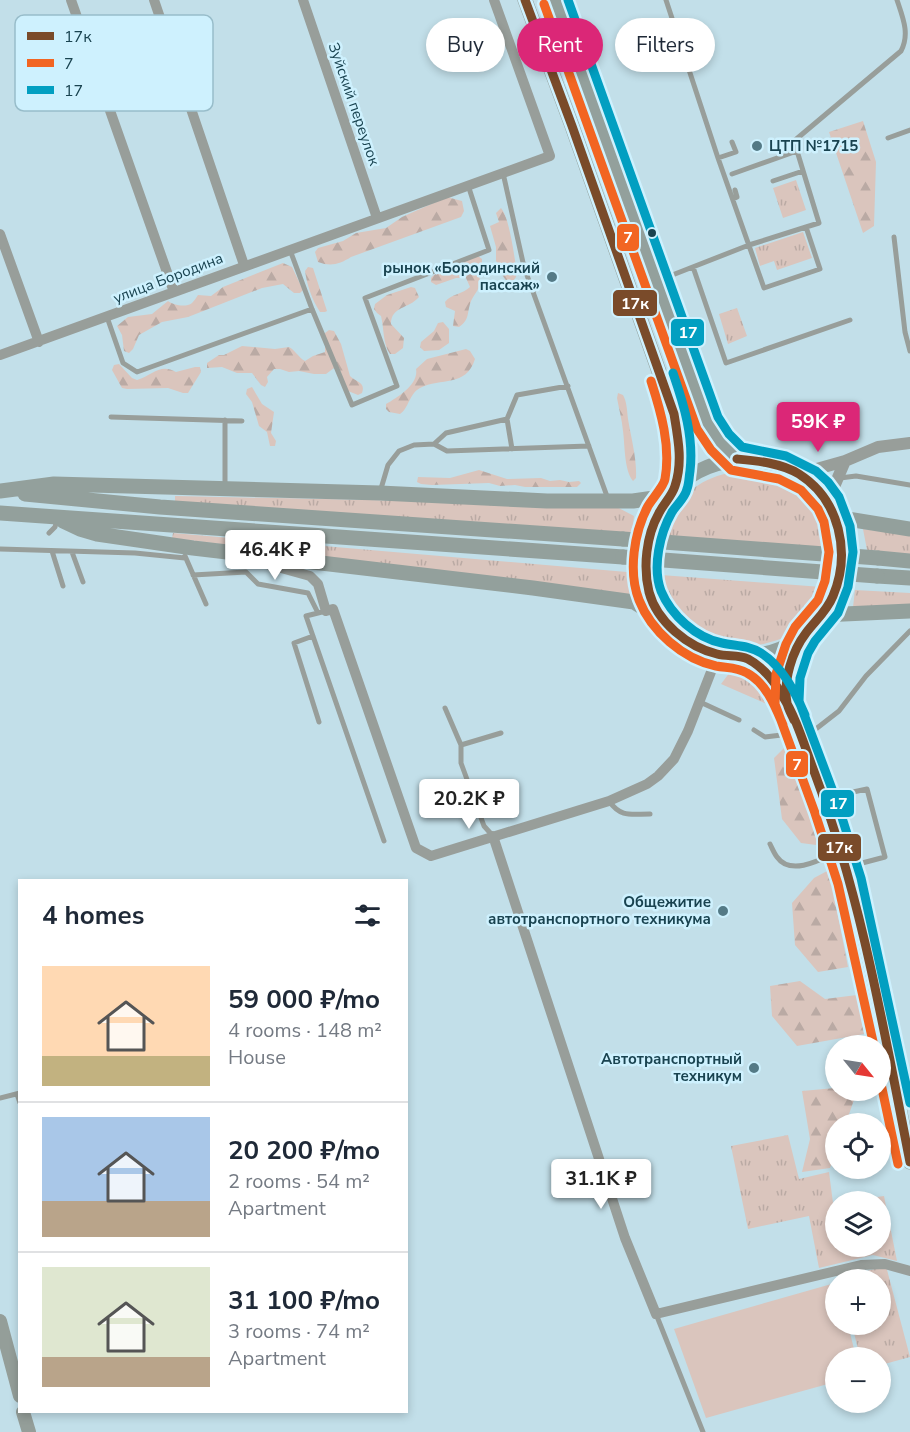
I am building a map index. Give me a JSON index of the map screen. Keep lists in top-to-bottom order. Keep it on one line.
{"streets":{"street":["Зуйский переулок","улица Бородина"]},"crossings":[["Зуйский переулок","улица Бородина"]],"places":["ЦТП №1715","рынок «Бородинский пассаж»","Общежитие автотранспортного техникума","Автотранспортный техникум"],"lines":["transit line 17к","transit line 17","transit line 7"],"legend":["17к","7","17"],"north":"bottom right","page":{"chip":["Buy","Rent","Filters"],"price":["59K ₽","46.4K ₽","20.2K ₽","31.1K ₽"],"heading":"4 homes","list":[{"name":"59 000 ₽/mo","note":"4 rooms · 148 m² · House"},{"name":"20 200 ₽/mo","note":"2 rooms · 54 m² · Apartment"},{"name":"31 100 ₽/mo","note":"3 rooms · 74 m² · Apartment"}],"map_buttons":["+","−"]}}
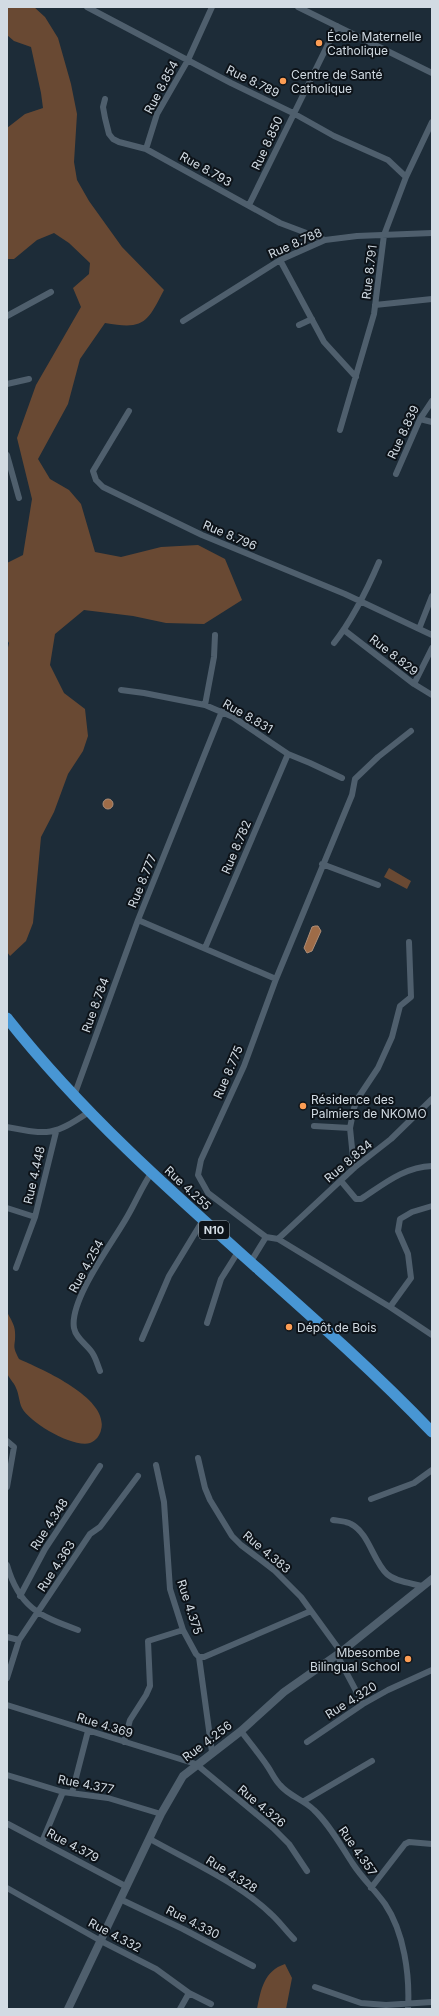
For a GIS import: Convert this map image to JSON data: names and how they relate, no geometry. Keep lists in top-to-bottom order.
{
  "streets": {
    "highway": ["Rue 4.255", "N10"],
    "street": [
      "Rue 8.789",
      "Rue 8.854",
      "Rue 8.850",
      "Rue 8.793",
      "Rue 8.788",
      "Rue 8.791",
      "Rue 8.839",
      "Rue 8.796",
      "Rue 8.829",
      "Rue 8.831",
      "Rue 8.782",
      "Rue 8.777",
      "Rue 8.784",
      "Rue 8.775",
      "Rue 8.834",
      "Rue 4.448",
      "Rue 4.254",
      "Rue 4.348",
      "Rue 4.383",
      "Rue 4.363",
      "Rue 4.375",
      "Rue 4.320",
      "Rue 4.369",
      "Rue 4.256",
      "Rue 4.377",
      "Rue 4.326",
      "Rue 4.379",
      "Rue 4.357",
      "Rue 4.328",
      "Rue 4.330",
      "Rue 4.332"
    ]
  },
  "crossings": [
    ["Rue 8.789", "Rue 8.854"],
    ["Rue 8.789", "Rue 8.850"],
    ["Rue 8.789", "Rue 8.791"],
    ["Rue 8.854", "Rue 8.793"],
    ["Rue 8.850", "Rue 8.793"],
    ["Rue 8.793", "Rue 8.788"],
    ["Rue 8.788", "Rue 8.791"],
    ["Rue 8.831", "Rue 8.782"],
    ["Rue 8.831", "Rue 8.777"],
    ["Rue 8.782", "Rue 8.777"],
    ["Rue 8.777", "Rue 8.784"],
    ["Rue 8.777", "Rue 8.775"],
    ["Rue 8.784", "Rue 4.255"],
    ["Rue 8.775", "Rue 8.834"],
    ["Rue 4.255", "Rue 4.254"],
    ["Rue 4.383", "Rue 4.320"],
    ["Rue 4.383", "Rue 4.256"],
    ["Rue 4.375", "Rue 4.256"],
    ["Rue 4.369", "Rue 4.256"],
    ["Rue 4.369", "Rue 4.326"],
    ["Rue 4.256", "Rue 4.377"],
    ["Rue 4.256", "Rue 4.326"],
    ["Rue 4.256", "Rue 4.379"],
    ["Rue 4.256", "Rue 4.357"],
    ["Rue 4.256", "Rue 4.328"],
    ["Rue 4.256", "Rue 4.330"],
    ["Rue 4.256", "Rue 4.332"]
  ],
  "places": [
    "École Maternelle Catholique",
    "Centre de Santé Catholique",
    "Résidence des Palmiers de NKOMO",
    "Dépôt de Bois",
    "Mbesombe Bilingual School"
  ]
}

########################################

_Problem_.
Every line above with the word "Catholique" is to be copied out.

_Solution to the exercise_.
    "École Maternelle Catholique",
    "Centre de Santé Catholique",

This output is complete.